等到進了學校,對於北大在學問上的大氣便更有了領悟了。我記得第一次與導師見面,王瑤先生指導訂學習計畫,便告誡要注意讀原來的報刊雜誌,一可了解作家作品出現的環境、氣氛,二可了解原始初刊的版本情況(後來版本有的經過改動),進入作家當初寫作的實地實境。要造成"專業敏感"。讀書時要思路開闊,覺得腦子裡有許多題目,覺得時間不夠用,就有希望了。如果總是需別人出題目,那就糟了。這次談話給我聞所未聞的印象。我們的學習主要是坐圖書館,至於聽校內外的講課、講演倒還在其次。嚴家炎老師開出的書單,包括作品單行本、報刊、理論,足有幾百部以上,洋洋大觀。卻並不硬性要求一本本讀完。輔之於師生共同參加的"專題講座與討論",倒是經常的。辦法是一人準備,講述,然後師生自由討論,訓練研究問題的方法。還要準備第一年結束時的學科考核,有筆試有口試,請外面專家給你作鑒定。這個比第三年的論文答辯還難。
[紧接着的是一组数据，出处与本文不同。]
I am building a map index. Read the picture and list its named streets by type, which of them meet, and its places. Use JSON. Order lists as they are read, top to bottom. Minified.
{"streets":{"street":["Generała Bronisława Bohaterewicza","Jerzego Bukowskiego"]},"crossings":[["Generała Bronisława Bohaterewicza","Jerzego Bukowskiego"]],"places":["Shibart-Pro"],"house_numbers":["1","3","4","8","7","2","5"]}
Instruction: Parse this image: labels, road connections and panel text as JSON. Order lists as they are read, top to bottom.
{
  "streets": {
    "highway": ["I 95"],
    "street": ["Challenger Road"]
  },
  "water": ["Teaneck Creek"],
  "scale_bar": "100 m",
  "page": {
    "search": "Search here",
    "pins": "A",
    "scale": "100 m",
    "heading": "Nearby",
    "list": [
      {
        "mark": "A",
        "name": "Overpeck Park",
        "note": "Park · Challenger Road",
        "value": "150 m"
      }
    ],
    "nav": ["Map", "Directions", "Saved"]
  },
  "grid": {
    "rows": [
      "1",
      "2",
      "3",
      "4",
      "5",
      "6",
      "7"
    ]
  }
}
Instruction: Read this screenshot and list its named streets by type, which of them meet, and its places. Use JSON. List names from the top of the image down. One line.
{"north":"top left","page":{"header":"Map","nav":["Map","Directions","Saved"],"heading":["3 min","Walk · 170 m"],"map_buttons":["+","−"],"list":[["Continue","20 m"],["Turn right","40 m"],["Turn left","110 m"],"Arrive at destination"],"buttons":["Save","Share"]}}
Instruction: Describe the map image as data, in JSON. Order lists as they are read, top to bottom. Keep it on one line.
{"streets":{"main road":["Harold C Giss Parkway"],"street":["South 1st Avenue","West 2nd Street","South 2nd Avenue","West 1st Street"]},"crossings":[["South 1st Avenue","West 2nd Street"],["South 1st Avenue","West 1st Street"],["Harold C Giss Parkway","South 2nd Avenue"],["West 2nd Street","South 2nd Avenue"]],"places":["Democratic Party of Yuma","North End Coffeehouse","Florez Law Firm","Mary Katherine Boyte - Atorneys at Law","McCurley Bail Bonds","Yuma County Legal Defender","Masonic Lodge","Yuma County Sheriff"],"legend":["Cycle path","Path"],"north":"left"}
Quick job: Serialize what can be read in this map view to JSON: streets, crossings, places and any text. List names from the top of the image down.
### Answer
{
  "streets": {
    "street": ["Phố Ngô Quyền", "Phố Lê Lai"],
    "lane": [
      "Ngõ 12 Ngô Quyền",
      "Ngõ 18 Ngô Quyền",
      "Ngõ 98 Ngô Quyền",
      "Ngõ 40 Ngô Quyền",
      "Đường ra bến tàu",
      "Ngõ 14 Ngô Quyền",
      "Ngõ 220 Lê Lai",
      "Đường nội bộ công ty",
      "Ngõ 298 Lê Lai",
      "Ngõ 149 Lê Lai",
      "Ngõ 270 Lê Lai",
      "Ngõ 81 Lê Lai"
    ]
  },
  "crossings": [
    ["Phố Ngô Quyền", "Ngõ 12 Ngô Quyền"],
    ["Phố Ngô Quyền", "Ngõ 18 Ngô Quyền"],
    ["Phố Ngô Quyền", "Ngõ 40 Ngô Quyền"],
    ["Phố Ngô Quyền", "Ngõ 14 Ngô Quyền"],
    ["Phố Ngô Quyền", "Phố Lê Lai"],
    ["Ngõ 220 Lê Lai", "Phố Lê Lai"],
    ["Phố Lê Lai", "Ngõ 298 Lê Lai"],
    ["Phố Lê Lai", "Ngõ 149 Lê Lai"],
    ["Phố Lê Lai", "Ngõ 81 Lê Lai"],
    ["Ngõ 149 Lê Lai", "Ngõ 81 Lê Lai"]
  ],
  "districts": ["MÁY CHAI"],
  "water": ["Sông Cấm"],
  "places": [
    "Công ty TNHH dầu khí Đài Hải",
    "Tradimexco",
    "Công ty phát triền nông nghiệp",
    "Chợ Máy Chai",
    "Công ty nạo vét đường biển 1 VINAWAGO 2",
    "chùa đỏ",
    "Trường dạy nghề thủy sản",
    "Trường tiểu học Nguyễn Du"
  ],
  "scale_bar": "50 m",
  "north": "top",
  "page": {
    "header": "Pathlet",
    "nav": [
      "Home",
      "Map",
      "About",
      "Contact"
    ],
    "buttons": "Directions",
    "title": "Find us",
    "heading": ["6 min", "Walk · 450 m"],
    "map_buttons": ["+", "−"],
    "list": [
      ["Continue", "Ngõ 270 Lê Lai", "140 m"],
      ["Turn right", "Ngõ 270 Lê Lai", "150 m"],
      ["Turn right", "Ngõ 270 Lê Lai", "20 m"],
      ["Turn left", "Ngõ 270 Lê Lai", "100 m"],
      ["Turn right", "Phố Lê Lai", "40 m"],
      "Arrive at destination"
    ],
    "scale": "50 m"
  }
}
這些做法遠不能概括全部,但回想起十多年後學術界逐漸流行起來的說法、做法,北大確乎是先行的。王瑤先生以嚴格著稱,批評起學生來字字聲聲都砸在你心上,不留含糊。但私下裡談起感興趣的話題,他會突然用濃重的山西口音絲絲地迸出連珠妙語,真比他的論文生動十倍。而且一句話沒等你反應過來,他自己先笑起來。這笑還極富傳染性。我還能記得先生的談吐,比如談專業的"敏感性",說像打毛衣,不會織的著眼於好看不好看,會織的可就能看出上七針、下八針的織法來。談到資料要積累,學術動態也要積累,打的比喻是好比後台不豐富(不妨雜亂點),前台演出也好不到哪裡去。他還勸我們不要妄自菲薄,說做的學問雖然是歷史,不要以為後人、局外人就無從研究。歷史往往是沒有參加過這段歷史的人研究的。因為當事者的經驗、感情都太豐富,弄不好反而糊塗,等等,等等。這個學校就是這樣迅速地將你推向學術前沿,並從中提高你的求知信心。一個人,大學時期真正學得的知識是有限的,而學習的自信心卻終身受用。聽著先生的這些話,你身上的一股學術之氣和做人之氣就陡然升起來了。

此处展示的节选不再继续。